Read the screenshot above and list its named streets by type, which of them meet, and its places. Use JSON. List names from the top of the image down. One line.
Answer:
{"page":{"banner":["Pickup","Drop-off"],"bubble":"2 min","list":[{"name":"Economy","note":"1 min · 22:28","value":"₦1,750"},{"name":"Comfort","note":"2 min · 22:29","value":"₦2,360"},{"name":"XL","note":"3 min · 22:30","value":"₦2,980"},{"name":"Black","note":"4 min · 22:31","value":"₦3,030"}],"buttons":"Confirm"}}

REQUIRED WORK>
In full and exactly as written, the listing is to be copied again.

ANSWER TO THIS PROBLEM>
Read the screenshot above and list its named streets by type, which of them meet, and its places. Use JSON. List names from the top of the image down. One line.
Answer:
{"page":{"banner":["Pickup","Drop-off"],"bubble":"2 min","list":[{"name":"Economy","note":"1 min · 22:28","value":"₦1,750"},{"name":"Comfort","note":"2 min · 22:29","value":"₦2,360"},{"name":"XL","note":"3 min · 22:30","value":"₦2,980"},{"name":"Black","note":"4 min · 22:31","value":"₦3,030"}],"buttons":"Confirm"}}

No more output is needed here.